[Task brief]
Your reply should be a single number, the count of lines in the records that contain the string "Keep".

[Start of section]

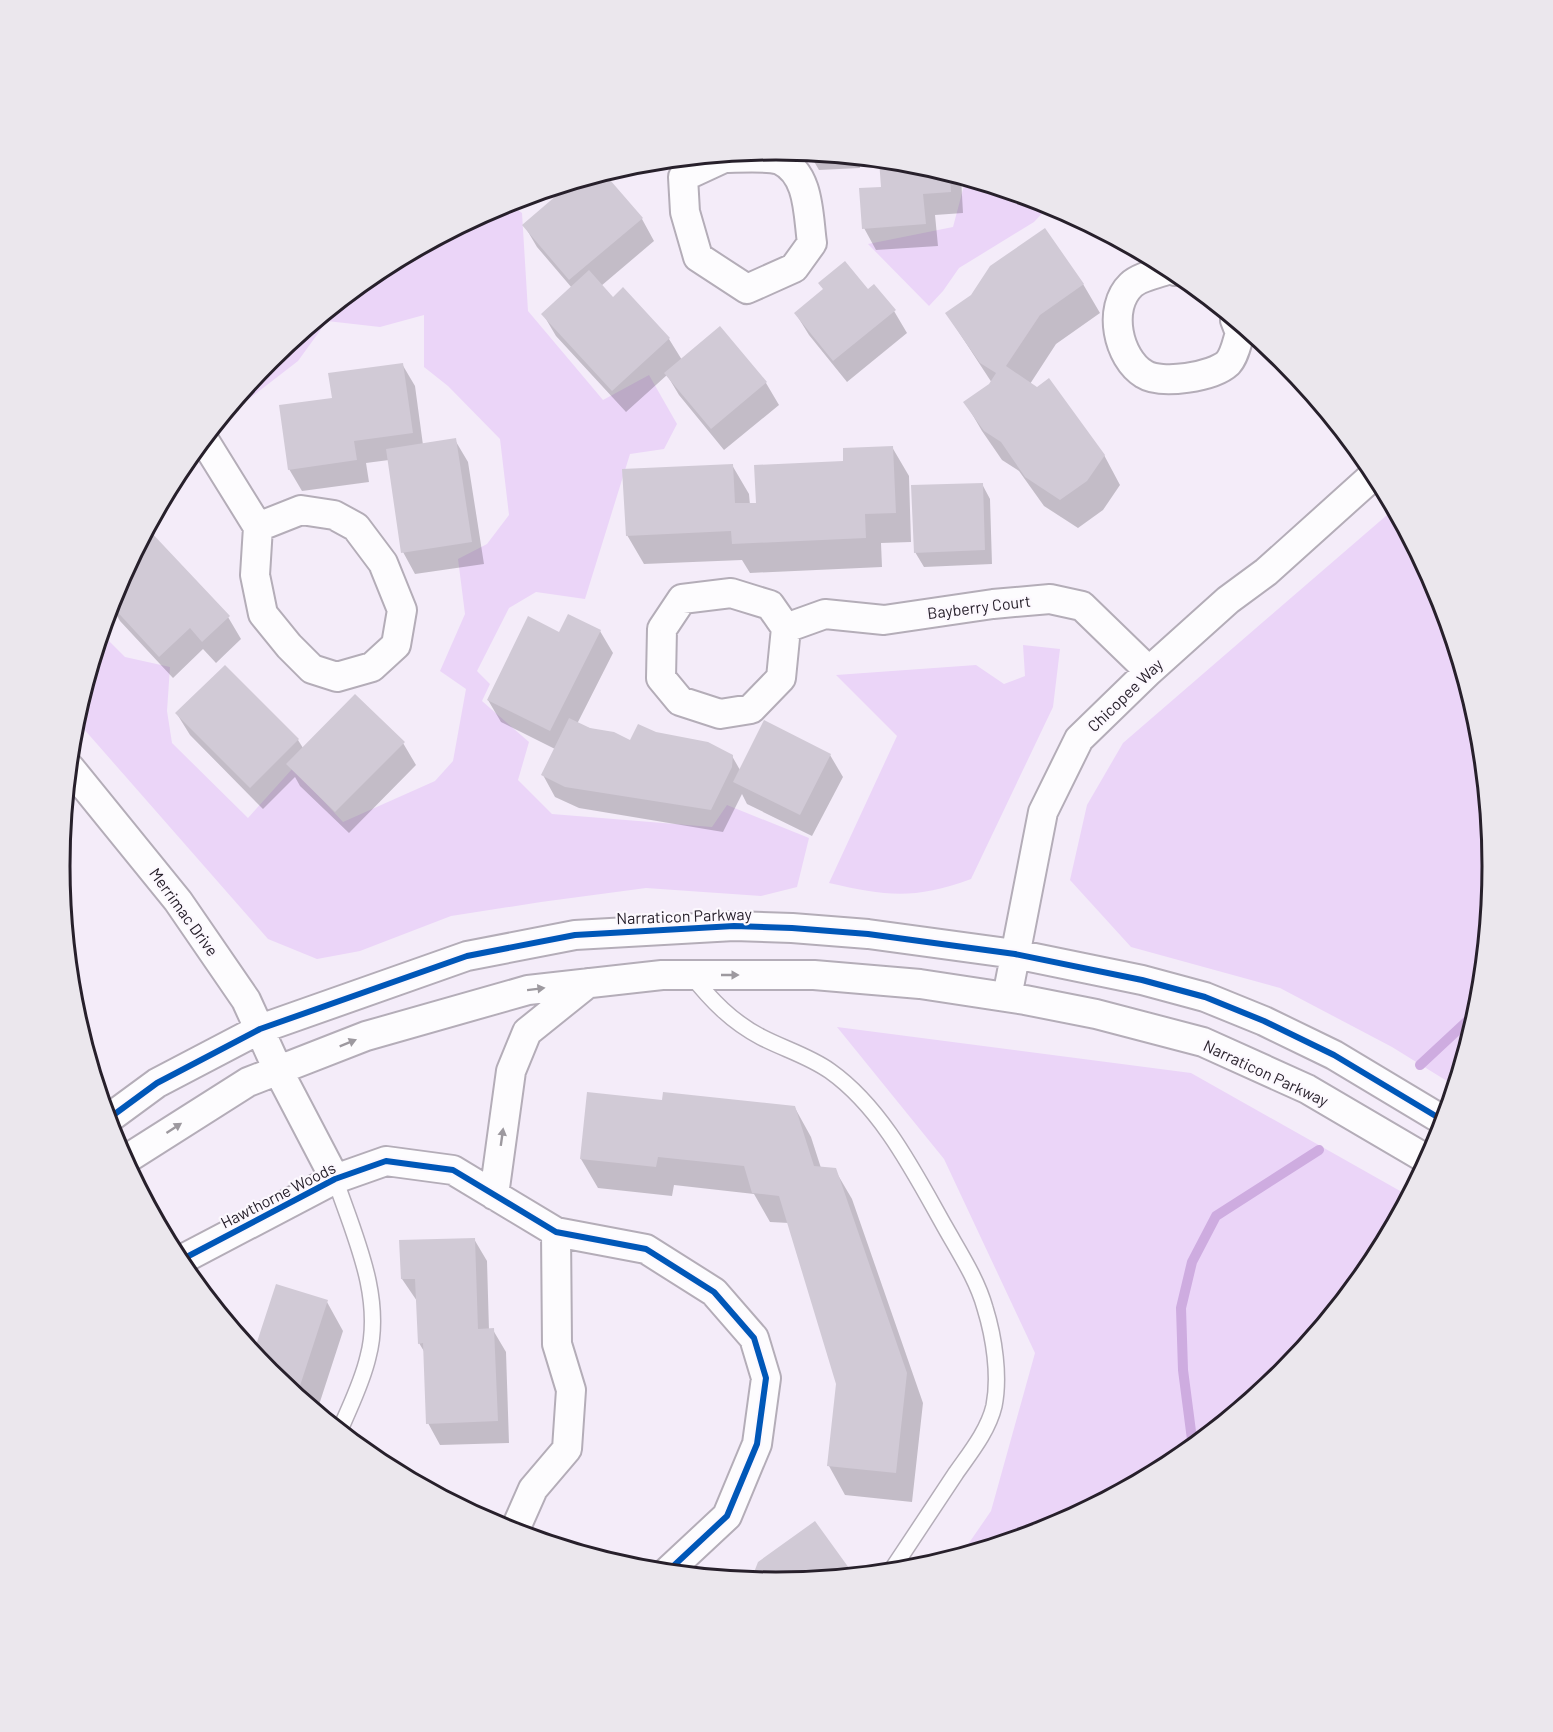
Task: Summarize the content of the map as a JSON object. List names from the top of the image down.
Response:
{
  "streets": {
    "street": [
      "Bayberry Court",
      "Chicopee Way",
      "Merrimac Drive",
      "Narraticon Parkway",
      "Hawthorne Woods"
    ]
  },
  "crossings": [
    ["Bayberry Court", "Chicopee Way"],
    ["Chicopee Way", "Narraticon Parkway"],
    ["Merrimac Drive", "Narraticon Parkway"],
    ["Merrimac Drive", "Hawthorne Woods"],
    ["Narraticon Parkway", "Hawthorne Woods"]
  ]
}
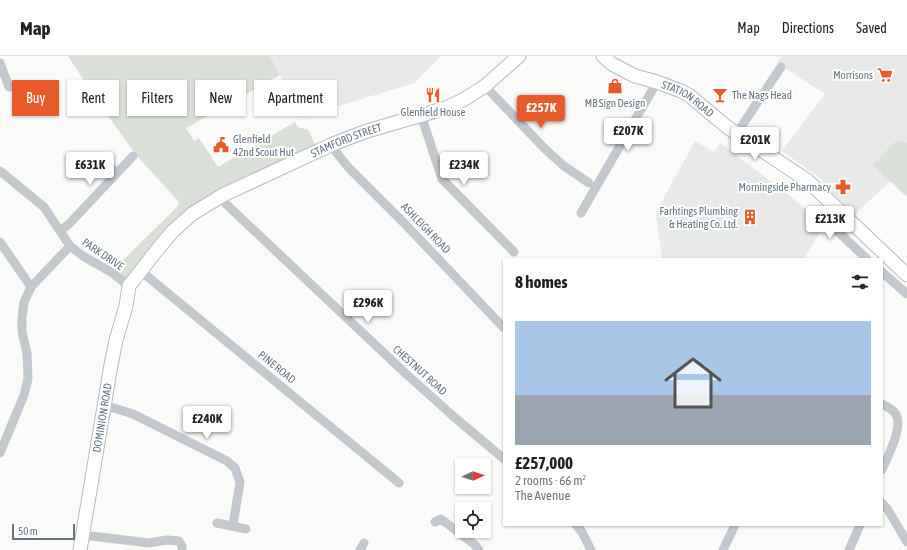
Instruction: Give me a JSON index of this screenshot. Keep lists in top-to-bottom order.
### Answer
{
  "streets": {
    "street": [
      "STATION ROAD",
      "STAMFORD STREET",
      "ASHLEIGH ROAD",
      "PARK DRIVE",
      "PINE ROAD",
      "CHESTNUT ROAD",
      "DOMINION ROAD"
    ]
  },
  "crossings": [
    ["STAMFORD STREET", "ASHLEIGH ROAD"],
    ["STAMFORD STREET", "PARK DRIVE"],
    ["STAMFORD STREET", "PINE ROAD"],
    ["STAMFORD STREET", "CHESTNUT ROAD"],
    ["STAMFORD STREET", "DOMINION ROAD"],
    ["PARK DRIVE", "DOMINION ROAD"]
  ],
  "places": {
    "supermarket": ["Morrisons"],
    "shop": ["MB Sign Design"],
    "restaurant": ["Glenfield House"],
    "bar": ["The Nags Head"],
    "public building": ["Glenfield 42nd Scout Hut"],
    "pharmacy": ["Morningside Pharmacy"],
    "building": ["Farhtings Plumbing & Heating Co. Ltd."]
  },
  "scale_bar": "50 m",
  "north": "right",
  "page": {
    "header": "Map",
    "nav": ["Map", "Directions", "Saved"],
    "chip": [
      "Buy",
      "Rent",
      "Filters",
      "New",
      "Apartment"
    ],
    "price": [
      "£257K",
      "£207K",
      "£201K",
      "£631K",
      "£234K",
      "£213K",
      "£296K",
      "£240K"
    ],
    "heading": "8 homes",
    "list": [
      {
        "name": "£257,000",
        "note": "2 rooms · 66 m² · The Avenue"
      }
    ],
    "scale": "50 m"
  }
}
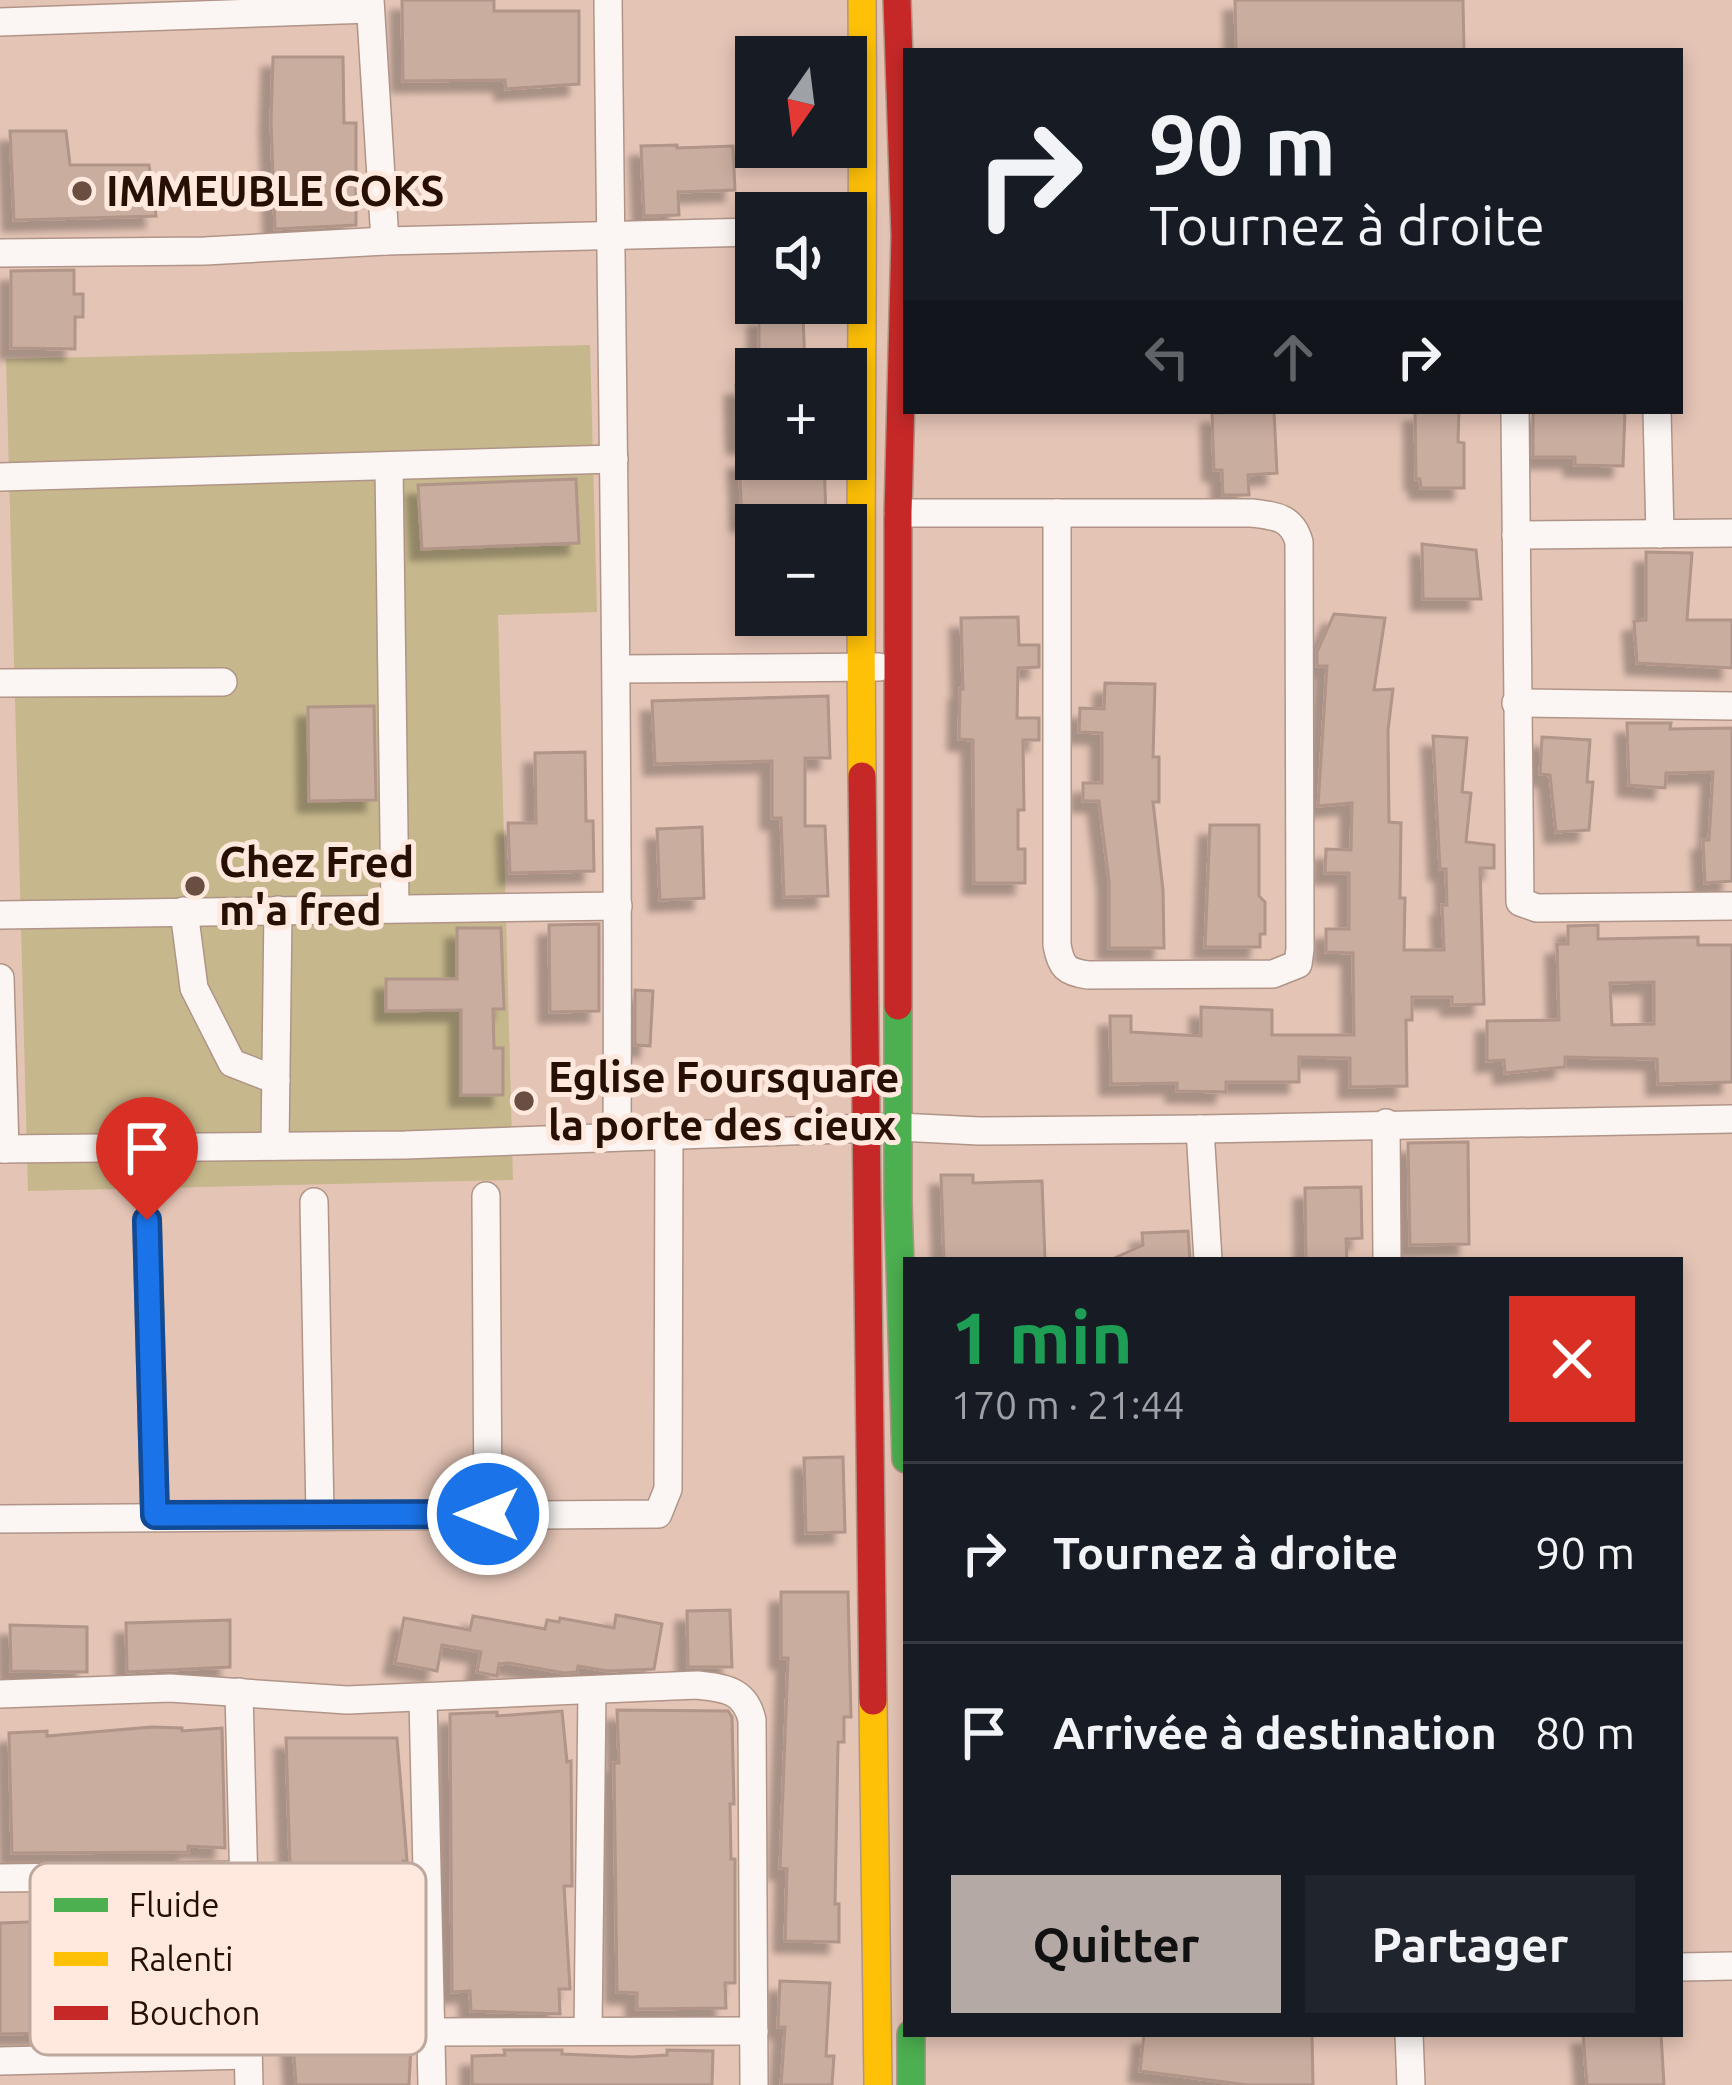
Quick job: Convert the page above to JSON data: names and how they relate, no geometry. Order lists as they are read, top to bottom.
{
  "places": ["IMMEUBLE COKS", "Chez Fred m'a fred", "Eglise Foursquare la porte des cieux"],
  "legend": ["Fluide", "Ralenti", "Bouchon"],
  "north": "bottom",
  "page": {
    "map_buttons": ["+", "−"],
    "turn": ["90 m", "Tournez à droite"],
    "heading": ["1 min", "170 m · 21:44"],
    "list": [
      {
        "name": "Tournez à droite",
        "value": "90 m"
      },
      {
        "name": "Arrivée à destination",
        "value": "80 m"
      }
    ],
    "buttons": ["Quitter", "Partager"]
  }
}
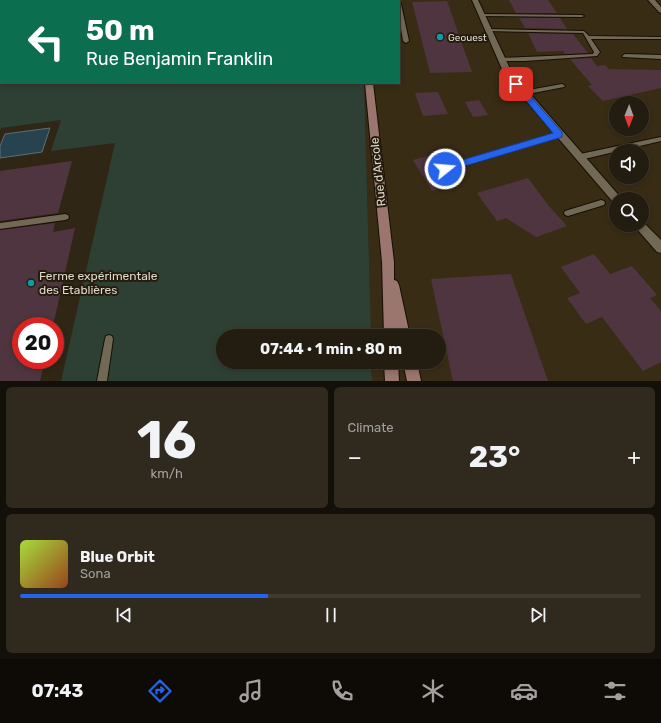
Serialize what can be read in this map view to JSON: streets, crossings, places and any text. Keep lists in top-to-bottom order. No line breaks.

[End of section]

[Response to the task]
2